**Task requirements**
Write out the whole listing exactly; no images belong in it.

**Recorded data**
-- Opening Marker --
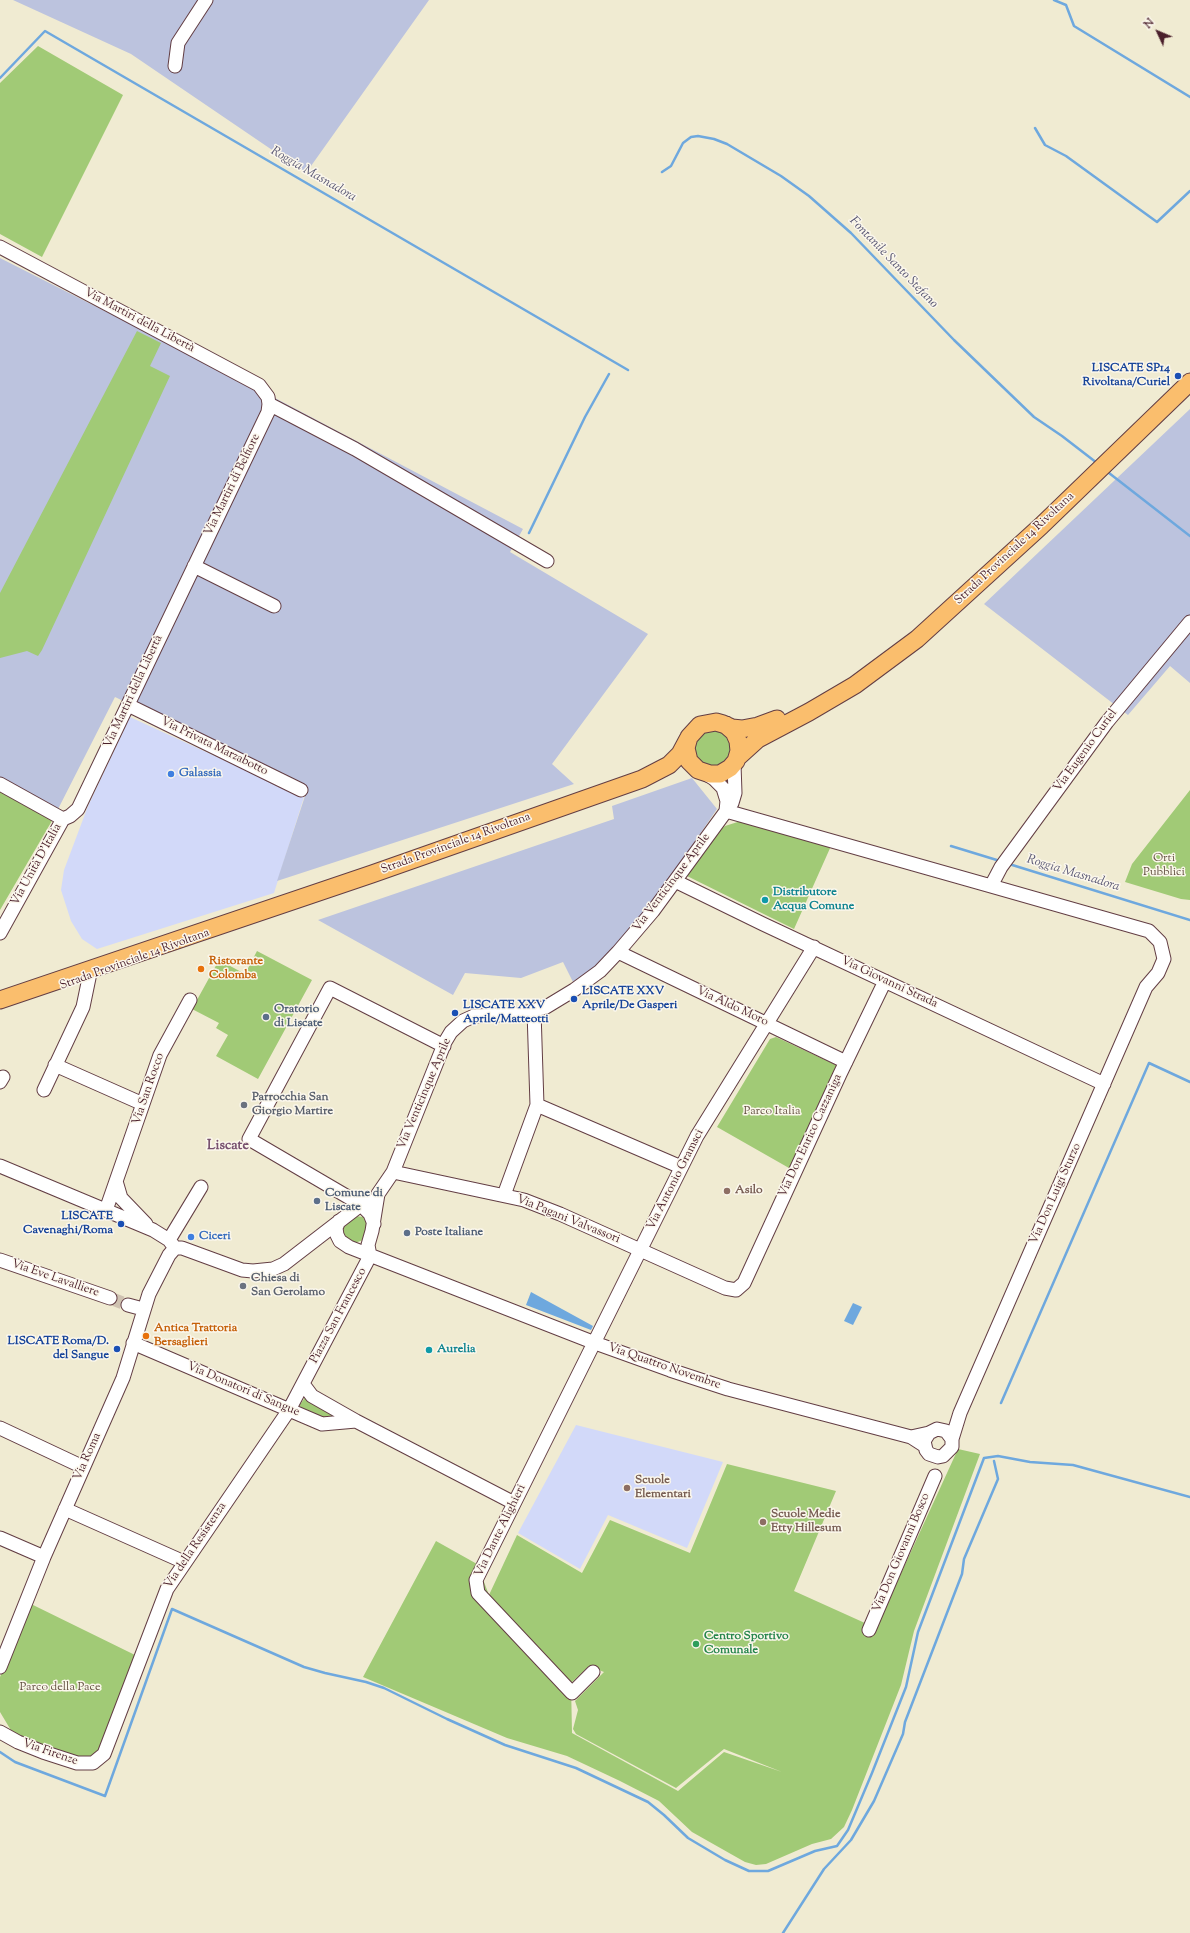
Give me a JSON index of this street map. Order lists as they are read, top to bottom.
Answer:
{
  "streets": {
    "main road": ["Strada Provinciale 14 Rivoltana"],
    "street": [
      "Via Martiri della Libertà",
      "Via Martiri di Belfiore",
      "Via Privata Marzabotto",
      "Via Eugenio Curiel",
      "Via Unità D'Italia",
      "Via Venticinque Aprile",
      "Via Giovanni Strada",
      "Via Aldo Moro",
      "Via San Rocco",
      "Via Don Enrico Cazzaniga",
      "Via Antonio Gramsci",
      "Via Don Luigi Sturzo",
      "Via Pagani Valvassori",
      "Via Eve Lavalliere",
      "Piazza San Francesco",
      "Via Quattro Novembre",
      "Via Donatori di Sangue",
      "Via Roma",
      "Via Dante Alighieri",
      "Via della Resistenza",
      "Via Don Giovanni Bosco",
      "Via Firenze"
    ]
  },
  "crossings": [
    ["Via Martiri della Libertà", "Via Martiri di Belfiore"],
    ["Via Martiri della Libertà", "Via Privata Marzabotto"],
    ["Via Martiri della Libertà", "Via Unità D'Italia"],
    ["Strada Provinciale 14 Rivoltana", "Via Venticinque Aprile"],
    ["Via Eugenio Curiel", "Via Don Luigi Sturzo"],
    ["Via Venticinque Aprile", "Via Giovanni Strada"],
    ["Via Venticinque Aprile", "Via Aldo Moro"],
    ["Via Venticinque Aprile", "Via Pagani Valvassori"],
    ["Via Venticinque Aprile", "Via Roma"],
    ["Via Giovanni Strada", "Via Don Enrico Cazzaniga"],
    ["Via Giovanni Strada", "Via Antonio Gramsci"],
    ["Via Giovanni Strada", "Via Don Luigi Sturzo"],
    ["Via Aldo Moro", "Via Don Enrico Cazzaniga"],
    ["Via Aldo Moro", "Via Antonio Gramsci"],
    ["Via Don Enrico Cazzaniga", "Via Pagani Valvassori"],
    ["Via Antonio Gramsci", "Via Pagani Valvassori"],
    ["Via Antonio Gramsci", "Via Quattro Novembre"],
    ["Via Antonio Gramsci", "Via Dante Alighieri"],
    ["Via Don Luigi Sturzo", "Via Quattro Novembre"],
    ["Via Don Luigi Sturzo", "Via Don Giovanni Bosco"],
    ["Piazza San Francesco", "Via Quattro Novembre"],
    ["Piazza San Francesco", "Via Donatori di Sangue"],
    ["Piazza San Francesco", "Via della Resistenza"],
    ["Via Quattro Novembre", "Via Dante Alighieri"],
    ["Via Quattro Novembre", "Via Don Giovanni Bosco"],
    ["Via Donatori di Sangue", "Via Roma"],
    ["Via Donatori di Sangue", "Via Dante Alighieri"],
    ["Via Donatori di Sangue", "Via della Resistenza"],
    ["Via della Resistenza", "Via Firenze"]
  ],
  "districts": ["Liscate"],
  "water": ["Roggia Masnadora", "Fontanile Santo Stefano"],
  "parks": ["Orti Pubblici", "Parco Italia", "Parco della Pace"],
  "places": [
    "LISCATE SP14 Rivoltana/Curiel",
    "Galassia",
    "Distributore Acqua Comune",
    "Ristorante Colomba",
    "LISCATE XXV Aprile/De Gasperi",
    "LISCATE XXV Aprile/Matteotti",
    "Oratorio di Liscate",
    "Parrocchia San Giorgio Martire",
    "Asilo",
    "Comune di Liscate",
    "LISCATE Cavenaghi/Roma",
    "Poste Italiane",
    "Ciceri",
    "Chiesa di San Gerolamo",
    "Antica Trattoria Bersaglieri",
    "LISCATE Roma/D. del Sangue",
    "Aurelia",
    "Scuole Elementari",
    "Scuole Medie Etty Hillesum",
    "Centro Sportivo Comunale"
  ],
  "north": "top left"
}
-- Closing Marker --
**Exercise solution**
Give me a JSON index of this street map. Order lists as they are read, top to bottom.
Answer:
{
  "streets": {
    "main road": ["Strada Provinciale 14 Rivoltana"],
    "street": [
      "Via Martiri della Libertà",
      "Via Martiri di Belfiore",
      "Via Privata Marzabotto",
      "Via Eugenio Curiel",
      "Via Unità D'Italia",
      "Via Venticinque Aprile",
      "Via Giovanni Strada",
      "Via Aldo Moro",
      "Via San Rocco",
      "Via Don Enrico Cazzaniga",
      "Via Antonio Gramsci",
      "Via Don Luigi Sturzo",
      "Via Pagani Valvassori",
      "Via Eve Lavalliere",
      "Piazza San Francesco",
      "Via Quattro Novembre",
      "Via Donatori di Sangue",
      "Via Roma",
      "Via Dante Alighieri",
      "Via della Resistenza",
      "Via Don Giovanni Bosco",
      "Via Firenze"
    ]
  },
  "crossings": [
    ["Via Martiri della Libertà", "Via Martiri di Belfiore"],
    ["Via Martiri della Libertà", "Via Privata Marzabotto"],
    ["Via Martiri della Libertà", "Via Unità D'Italia"],
    ["Strada Provinciale 14 Rivoltana", "Via Venticinque Aprile"],
    ["Via Eugenio Curiel", "Via Don Luigi Sturzo"],
    ["Via Venticinque Aprile", "Via Giovanni Strada"],
    ["Via Venticinque Aprile", "Via Aldo Moro"],
    ["Via Venticinque Aprile", "Via Pagani Valvassori"],
    ["Via Venticinque Aprile", "Via Roma"],
    ["Via Giovanni Strada", "Via Don Enrico Cazzaniga"],
    ["Via Giovanni Strada", "Via Antonio Gramsci"],
    ["Via Giovanni Strada", "Via Don Luigi Sturzo"],
    ["Via Aldo Moro", "Via Don Enrico Cazzaniga"],
    ["Via Aldo Moro", "Via Antonio Gramsci"],
    ["Via Don Enrico Cazzaniga", "Via Pagani Valvassori"],
    ["Via Antonio Gramsci", "Via Pagani Valvassori"],
    ["Via Antonio Gramsci", "Via Quattro Novembre"],
    ["Via Antonio Gramsci", "Via Dante Alighieri"],
    ["Via Don Luigi Sturzo", "Via Quattro Novembre"],
    ["Via Don Luigi Sturzo", "Via Don Giovanni Bosco"],
    ["Piazza San Francesco", "Via Quattro Novembre"],
    ["Piazza San Francesco", "Via Donatori di Sangue"],
    ["Piazza San Francesco", "Via della Resistenza"],
    ["Via Quattro Novembre", "Via Dante Alighieri"],
    ["Via Quattro Novembre", "Via Don Giovanni Bosco"],
    ["Via Donatori di Sangue", "Via Roma"],
    ["Via Donatori di Sangue", "Via Dante Alighieri"],
    ["Via Donatori di Sangue", "Via della Resistenza"],
    ["Via della Resistenza", "Via Firenze"]
  ],
  "districts": ["Liscate"],
  "water": ["Roggia Masnadora", "Fontanile Santo Stefano"],
  "parks": ["Orti Pubblici", "Parco Italia", "Parco della Pace"],
  "places": [
    "LISCATE SP14 Rivoltana/Curiel",
    "Galassia",
    "Distributore Acqua Comune",
    "Ristorante Colomba",
    "LISCATE XXV Aprile/De Gasperi",
    "LISCATE XXV Aprile/Matteotti",
    "Oratorio di Liscate",
    "Parrocchia San Giorgio Martire",
    "Asilo",
    "Comune di Liscate",
    "LISCATE Cavenaghi/Roma",
    "Poste Italiane",
    "Ciceri",
    "Chiesa di San Gerolamo",
    "Antica Trattoria Bersaglieri",
    "LISCATE Roma/D. del Sangue",
    "Aurelia",
    "Scuole Elementari",
    "Scuole Medie Etty Hillesum",
    "Centro Sportivo Comunale"
  ],
  "north": "top left"
}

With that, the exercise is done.